The Arizona Supreme Court recently ruled in favor of two Phoenix artists, stating they did not have to make wedding invitations for a same-sex couple. The city of Phoenix has an ordinance making it illegal to discriminate against someone for their sexual orientation, gender identity or expression. However, in Arizona and in federal civil rights laws, there is no language preventing discrimination based on sexual orientation, thus making it legal for the court ruling in favor of the designers.

The court also claimed that forcing them to produce art for the couple would be a violation of freedom of religion and speech.
The owners, Joanna Duka and Breanna Koski, are both Christians who want to run their business according to their values. In all fairness, it is a private business, and they do have a right to run it however they want and refuse service to anybody. It does, however, seem incredibly unwise as a business practice.

The business, Brush and Nib Studio, has a description on the website that states they are supposed to, “specialize in creating custom hand-painted and hand-lettered wedding invitations, invitation suites, envelopes, save the dates, programs, menus, table numbers, place cards, wedding decor, and more.” Weddings are their thing, yet they are still refusing to help a whole group of people based on their religion, and in turn, missing out on a huge client base and a lot of money.

Moving on to more moral reasons, it is, at the end of the day, discrimination. If the designers refused to serve almost any other group of people they wouldn’t be having this debate on whether religion comes before discrimination. It would be seen as abject and wrong. If Duka and Koski refused to serve Muslims because they didn’t have the same beliefs, it would not be a question as to whether the designers’ freedom of religion was being violated, it would be clear that a bigger issue was at hand.
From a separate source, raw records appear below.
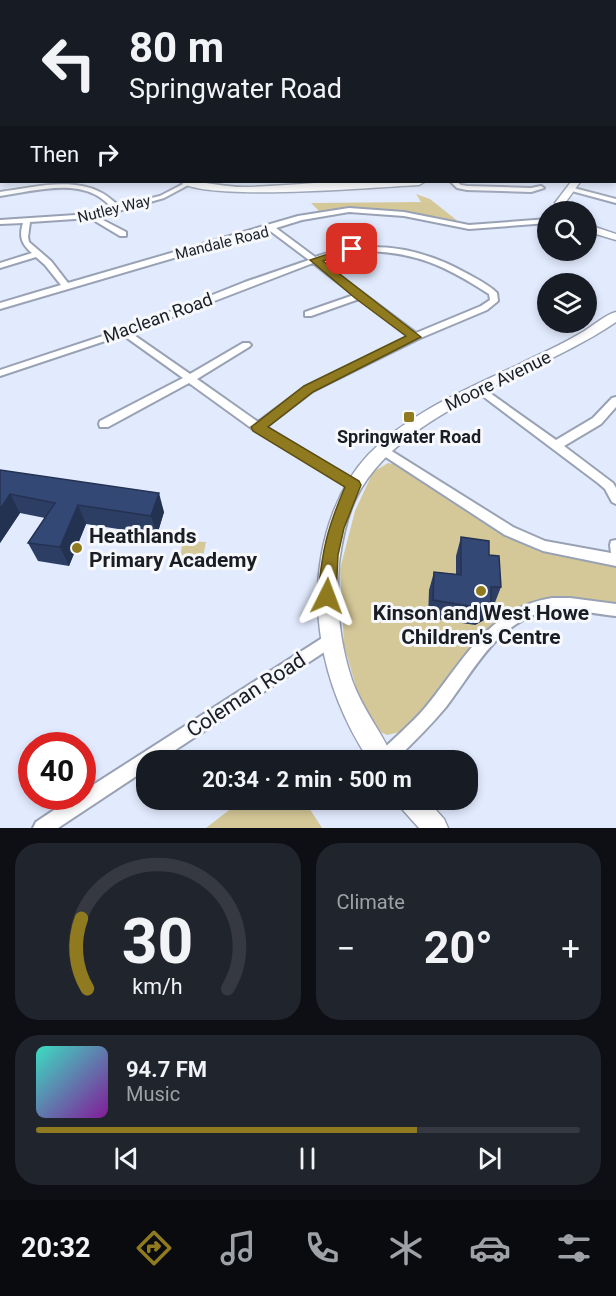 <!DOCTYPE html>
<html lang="en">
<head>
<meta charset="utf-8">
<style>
	:root { --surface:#171b24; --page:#20242c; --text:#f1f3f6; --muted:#9ea1a6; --line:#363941; --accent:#8f7a1f }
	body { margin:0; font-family:Roboto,sans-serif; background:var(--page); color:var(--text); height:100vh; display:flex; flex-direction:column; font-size:22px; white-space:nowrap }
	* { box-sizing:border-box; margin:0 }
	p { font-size:20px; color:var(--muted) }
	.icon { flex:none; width:33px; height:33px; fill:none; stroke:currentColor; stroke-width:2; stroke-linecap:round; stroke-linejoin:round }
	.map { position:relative; height:828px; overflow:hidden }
	.side { display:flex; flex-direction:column; gap:15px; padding:15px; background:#0d0f14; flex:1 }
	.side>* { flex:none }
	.hud { position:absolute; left:0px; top:0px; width:616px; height:183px; box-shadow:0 3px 9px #0003; background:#171b24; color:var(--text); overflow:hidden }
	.tools { position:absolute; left:537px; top:201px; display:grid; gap:12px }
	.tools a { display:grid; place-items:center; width:60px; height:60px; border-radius:50%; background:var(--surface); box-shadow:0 3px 9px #0003; font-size:30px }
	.speed { position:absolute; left:18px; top:732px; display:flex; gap:12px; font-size:30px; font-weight:700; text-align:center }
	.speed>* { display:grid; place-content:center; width:78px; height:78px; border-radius:50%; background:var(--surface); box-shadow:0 3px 9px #0003; line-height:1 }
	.speed .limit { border:9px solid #d22; background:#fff; color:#111 }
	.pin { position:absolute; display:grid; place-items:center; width:51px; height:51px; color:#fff; margin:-26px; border-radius:12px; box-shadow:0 3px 9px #0006 }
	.me { position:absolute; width:66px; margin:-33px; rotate:3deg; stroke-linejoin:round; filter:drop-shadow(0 0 4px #0008) }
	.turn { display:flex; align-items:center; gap:21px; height:126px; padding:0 30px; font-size:27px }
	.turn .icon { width:78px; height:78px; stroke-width:2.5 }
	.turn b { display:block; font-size:42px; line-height:51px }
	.then { display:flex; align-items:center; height:57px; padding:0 30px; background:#0003; gap:12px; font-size:22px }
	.big { font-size:45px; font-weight:700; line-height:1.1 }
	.side .card { flex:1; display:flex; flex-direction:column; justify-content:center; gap:9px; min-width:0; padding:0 21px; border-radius:24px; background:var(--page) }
	.side .dial { align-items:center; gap:0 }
	.dial svg { height:156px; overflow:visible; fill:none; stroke:var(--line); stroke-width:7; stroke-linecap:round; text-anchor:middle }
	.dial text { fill:var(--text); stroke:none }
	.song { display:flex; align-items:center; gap:18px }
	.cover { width:72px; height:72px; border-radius:9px; background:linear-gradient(135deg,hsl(170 70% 55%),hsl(290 70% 35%)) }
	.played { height:6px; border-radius:3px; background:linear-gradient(90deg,var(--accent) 70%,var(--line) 70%) }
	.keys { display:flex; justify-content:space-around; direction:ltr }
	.heat { display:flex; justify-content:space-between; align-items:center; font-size:33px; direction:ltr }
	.side .tiles { flex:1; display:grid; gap:15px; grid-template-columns:1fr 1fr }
	.card:last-child { grid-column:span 2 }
	.trip { position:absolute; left:136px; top:750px; width:342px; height:60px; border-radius:24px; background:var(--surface); box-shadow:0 3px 9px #0003; font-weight:700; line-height:60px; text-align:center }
	.menu { display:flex; height:96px; justify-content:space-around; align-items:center; background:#090b0e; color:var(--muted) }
	.menu .icon { width:42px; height:42px }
	.menu .selected { color:var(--accent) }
	.menu b { font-size:27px; color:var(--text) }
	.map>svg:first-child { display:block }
	.green { fill:#d5c898 }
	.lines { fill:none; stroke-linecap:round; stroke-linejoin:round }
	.street-casing { stroke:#99a2b4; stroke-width:4 }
	.secondary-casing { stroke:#99a2b4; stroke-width:3 }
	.street { fill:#fff; fill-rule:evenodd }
	.secondary { fill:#fff; fill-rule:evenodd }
	.wall { fill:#2d3e65 }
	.shaded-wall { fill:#243252 }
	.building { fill:#344875; stroke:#243252; stroke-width:1.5 }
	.route { fill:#8f7a1f; stroke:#5d4f14; stroke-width:1.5 }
	.poi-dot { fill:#8f7a1f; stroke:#f6f8fc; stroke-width:2 }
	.labels { text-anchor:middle; stroke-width:6; stroke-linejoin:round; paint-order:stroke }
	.far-street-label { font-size:15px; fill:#1a1d23; stroke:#f6f8fc }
	.street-label { font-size:18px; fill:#1a1d23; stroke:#f6f8fc }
	.poi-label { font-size:18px; font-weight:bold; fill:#1a1d23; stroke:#f6f8fc }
	.near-poi-label { font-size:21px; font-weight:bold; fill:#1a1d23; stroke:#f6f8fc; text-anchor:start }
	.near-street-label { font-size:21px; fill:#1a1d23; stroke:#f6f8fc }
</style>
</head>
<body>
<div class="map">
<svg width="616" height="828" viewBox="0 0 616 828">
	<rect width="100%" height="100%" fill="#e2ebfe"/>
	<g class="green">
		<path d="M 416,194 L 430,199 L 459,222 C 411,212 367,205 319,211 L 311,203 L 421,202 Z"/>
		<polygon points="388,463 400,465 543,546 616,560 616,611 578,606 521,614 422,716 400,732 387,735 376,730 360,701 344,645 340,569 355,511 373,472"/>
		<polygon points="183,541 206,542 201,567 178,567"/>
		<polygon points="242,800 304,800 322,828 206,828"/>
	</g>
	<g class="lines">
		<defs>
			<g id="street">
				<rect x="615" y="103" width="1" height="4"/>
				<polygon points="0,117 2,117 0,121"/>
				<rect x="0" y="130" width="2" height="4"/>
				<path d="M 187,182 L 192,183 L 164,198 L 97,217 L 126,232 L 126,236 L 120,236 L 90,218 L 30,222 L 28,237 L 29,242 L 51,261 L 68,283 L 298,216 L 349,208 L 404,212 L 469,225 L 548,219 L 548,223 L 469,229 L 404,216 L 349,212 L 302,220 L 276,228 L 315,257 C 367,239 418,246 466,273 C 477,279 489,285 497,293 L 498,301 L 487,310 L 418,339 L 313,391 L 266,427 L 357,482 L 359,485 L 357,488 L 353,490 L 254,430 L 189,383 L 108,427 L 100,427 L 99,424 L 100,421 L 183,378 L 123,335 L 0,376 L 0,370 L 142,323 L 245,282 L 309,260 L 269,230 L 0,309 L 0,303 L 61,285 L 45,265 L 36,257 L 0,268 L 0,263 L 32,253 C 21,244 19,236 23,223 L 0,224 L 0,220 L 91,214 L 113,208 C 107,203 101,197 94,194 C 66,181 29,192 0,196 L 0,192 C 31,188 70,177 100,192 C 107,195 113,201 119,206 L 160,196 ZM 360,251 C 414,251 444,265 489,294 L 490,300 L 481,306 L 416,333 L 320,261 L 338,254 ZM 313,263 L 354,295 L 305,312 L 305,316 L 311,316 L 359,299 L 409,337 L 305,387 L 258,422 L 197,379 L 249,347 L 251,345 L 249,343 L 243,343 L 190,374 L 131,333 Z"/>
				<polygon points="451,182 457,182 461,185 467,186 531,188 541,186 544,188 531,192 467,190 457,188"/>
				<polygon points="570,187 616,199 616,203 568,190 567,189"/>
				<polygon points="480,386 556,440 593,418 612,398 616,397 616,407 601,424 564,446 613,483 616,488 616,504 612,502 605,489 598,483 476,391 475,389 476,387"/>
				<polygon points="382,445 513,527 545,541 611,553 610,545 611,541 616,540 616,566 543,551 505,535 378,452 376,449 378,446"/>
				<path d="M 552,598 L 570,598 L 616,604 L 616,616 C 592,614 566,606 543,612 C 496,624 473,672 446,707 C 430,726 413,743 395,760 L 376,760 L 378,754 C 393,739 410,725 424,709 C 462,664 487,608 552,598 Z"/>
				<polygon points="330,633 335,635 337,640 335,645 160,760 147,760 147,769 58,828 33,828 36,822 75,796 82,796 82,792"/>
			</g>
			<g id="secondary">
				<rect x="0" y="150" width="2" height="6"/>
				<rect x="615" y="153" width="1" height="6"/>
				<path d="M 180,182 C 201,180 223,187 244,187 C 303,186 365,175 424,182 L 419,185 C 376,187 209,202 180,182 Z"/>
				<polygon points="571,182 580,182 565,203 569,212 559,212 555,203"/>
				<polygon points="586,224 616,234 616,240 586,231"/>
				<path d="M 616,312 L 616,322 C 539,375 399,410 356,498 C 346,518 342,541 339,563 C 336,603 339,641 352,680 C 362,709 382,732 394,760 L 369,760 C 321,687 302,596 333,513 C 341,492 353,471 368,455 C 410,412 467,389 520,364 C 540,354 561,345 581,333 C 592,327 604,315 616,312 Z"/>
				<polygon points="399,800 427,800 444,819 448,828 419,828 402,809"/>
			</g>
		</defs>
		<use href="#street" class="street-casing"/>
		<use href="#secondary" class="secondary-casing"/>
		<use href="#street" class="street"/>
		<use href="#secondary" class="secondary"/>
	</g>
	<g class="wall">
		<polygon points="0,470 164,512 157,535 86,524 69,566 38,561 28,543 45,518 20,513 0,543"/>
		<polygon points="461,537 489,555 501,587 494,605 491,605 484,620 475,625 428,618 429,590 434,572 456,574 456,556"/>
	</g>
	<g class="shaded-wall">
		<polygon points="159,493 164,512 157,535 151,516"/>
		<polygon points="10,494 20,513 0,543 0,509"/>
		<polygon points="78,505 86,524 69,566 60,547"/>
		<polygon points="491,602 484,620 475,625 481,608"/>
	</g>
	<g class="building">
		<polygon points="0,470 159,493 151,516 78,505 60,547 28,543 55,503 10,494 0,509"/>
		<polygon points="461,537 489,541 489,555 499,556 501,587 491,587 491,602 481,608 433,600 434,572 461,575"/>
	</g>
	<linearGradient id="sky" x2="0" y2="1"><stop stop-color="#85afe3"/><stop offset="0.43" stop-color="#f2f6ff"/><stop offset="1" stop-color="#f2f6ff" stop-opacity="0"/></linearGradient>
	<rect width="616" height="204" fill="url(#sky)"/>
	<path class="route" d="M 349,247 L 357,249 L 323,261 L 421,337 L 313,392 L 268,427 L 359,481 L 361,485 L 344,528 L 338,555 L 336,596 L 333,601 L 327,604 L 320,601 L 318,596 C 322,550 327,529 345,487 L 253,431 L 251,427 L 304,386 L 406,336 L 355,298 L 310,260 Z"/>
	<g class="poi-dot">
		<rect x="403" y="411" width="12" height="12" rx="3"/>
		<circle cx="77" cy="548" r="6"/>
		<circle cx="481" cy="591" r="6"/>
	</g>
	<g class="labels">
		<g class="far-street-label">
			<text transform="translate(114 209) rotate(-14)" y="5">Nutley Way</text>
			<text transform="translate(222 243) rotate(-14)" y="5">Mandale Road</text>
		</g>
		<g class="street-label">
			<text transform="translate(158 318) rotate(-20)" y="6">Maclean Road</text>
			<text transform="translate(498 381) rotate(-26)" y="6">Moore Avenue</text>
		</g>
		<g class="poi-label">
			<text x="409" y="443">Springwater Road</text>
		</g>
		<g class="near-poi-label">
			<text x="89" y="543">Heathlands<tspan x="89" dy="24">Primary Academy</tspan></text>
			<text x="481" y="620" text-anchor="middle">Kinson and West Howe<tspan x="481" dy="24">Children's Centre</tspan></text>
		</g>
		<g class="near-street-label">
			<text transform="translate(246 695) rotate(-33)" y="7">Coleman Road</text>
		</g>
	</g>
</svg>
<div class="tools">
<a><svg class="icon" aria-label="search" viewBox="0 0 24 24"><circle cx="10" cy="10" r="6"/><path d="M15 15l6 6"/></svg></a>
<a><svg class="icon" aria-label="layers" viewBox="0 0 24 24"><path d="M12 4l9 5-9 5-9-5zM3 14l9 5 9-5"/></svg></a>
</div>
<div class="speed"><div class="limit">40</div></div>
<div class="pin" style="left:352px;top:249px;background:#d93025"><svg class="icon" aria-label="arrive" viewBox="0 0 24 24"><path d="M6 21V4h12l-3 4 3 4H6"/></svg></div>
<svg class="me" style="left:327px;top:596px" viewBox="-20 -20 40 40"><path d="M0-17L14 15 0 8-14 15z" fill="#8f7a1f" stroke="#fff" stroke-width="4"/></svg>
<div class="trip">20:34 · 2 min · 500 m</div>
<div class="hud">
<div class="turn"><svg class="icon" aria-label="left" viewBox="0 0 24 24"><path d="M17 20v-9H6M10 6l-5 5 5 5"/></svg><div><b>80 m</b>Springwater Road</div></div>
<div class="then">Then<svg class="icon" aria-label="right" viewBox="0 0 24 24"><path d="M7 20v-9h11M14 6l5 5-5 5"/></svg></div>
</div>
</div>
<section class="side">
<div class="tiles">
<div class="card dial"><svg viewBox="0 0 100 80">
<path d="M14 69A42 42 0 1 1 86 69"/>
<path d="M14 69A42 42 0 0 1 11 33" stroke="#8f7a1f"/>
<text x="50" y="56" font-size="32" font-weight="700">30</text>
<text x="50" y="72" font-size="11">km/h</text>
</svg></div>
<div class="card"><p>Climate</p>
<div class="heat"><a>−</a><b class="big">20°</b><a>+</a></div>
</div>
<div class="card">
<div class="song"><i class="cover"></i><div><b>94.7 FM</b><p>Music</p></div></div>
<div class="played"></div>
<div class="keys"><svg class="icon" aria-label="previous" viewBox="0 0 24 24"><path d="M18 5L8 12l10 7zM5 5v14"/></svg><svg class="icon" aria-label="pause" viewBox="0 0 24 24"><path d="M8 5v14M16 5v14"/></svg><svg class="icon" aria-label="next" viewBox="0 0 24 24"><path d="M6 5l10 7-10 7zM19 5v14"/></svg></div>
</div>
</div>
</section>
<nav class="menu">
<b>20:32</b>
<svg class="icon selected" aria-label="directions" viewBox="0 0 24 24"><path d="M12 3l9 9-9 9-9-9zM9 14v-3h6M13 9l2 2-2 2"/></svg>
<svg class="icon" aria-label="music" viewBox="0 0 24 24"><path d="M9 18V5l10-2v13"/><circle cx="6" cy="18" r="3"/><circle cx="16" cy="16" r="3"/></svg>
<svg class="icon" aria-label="phone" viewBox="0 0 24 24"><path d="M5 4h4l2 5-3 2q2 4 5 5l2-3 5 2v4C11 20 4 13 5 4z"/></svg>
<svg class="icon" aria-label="climate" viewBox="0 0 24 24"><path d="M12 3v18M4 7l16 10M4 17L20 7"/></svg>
<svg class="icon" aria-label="car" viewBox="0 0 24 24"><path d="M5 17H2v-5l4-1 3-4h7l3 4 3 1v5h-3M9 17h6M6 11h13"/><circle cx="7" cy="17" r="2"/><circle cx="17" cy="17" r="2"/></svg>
<svg class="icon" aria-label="filters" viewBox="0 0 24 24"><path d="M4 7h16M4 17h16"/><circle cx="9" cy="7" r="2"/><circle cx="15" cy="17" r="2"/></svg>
</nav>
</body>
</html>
Article two, section 36 of the Arizona State Constitution states: “this state shall not grant preferential treatment to or discriminate against any individual or group on the basis of race, sex, color, ethnicity or national origin in the operation of public employment, public education or public contracting.” Even if it didn’t, they could still reference the first amendment in the U.S. Constitution that says people have a right to freedom of speech, press, religion, assembly and petition. However, because the state and federal laws don’t include sexual orientation, the LGBTQIA+ community is not protected from discrimination, but morally, they should be.

In this situation, social media could be, and historically has been, used as a tool to start entire movements toward progression. Rallying people nationally and internationally could bring further awareness to the fact that the U.S. law is not morally correct. It could start a grassroots movement, isolating even more of their potential clients than their outdated practices already do.

There is an upside to all of this. According to CNN, attorney Jonathan Scruggs, who represented the designers, said: “This ruling transcends this particular subject matter. It protects atheist musicians from being forced to perform at Easter services. It protects LGBT web designers from being forced to create websites criticizing same-sex marriage.” This idea that Scruggs brings to the table makes sense. A black person should have the right to deny service to a Neo-Nazi. This logic could potentially help progressive movements in the future, but that doesn’t change the way things are now.

It’s safe to say there’s something incredibly wrong with the Arizona court system. They are blatantly allowing discrimination based on a tiny technicality.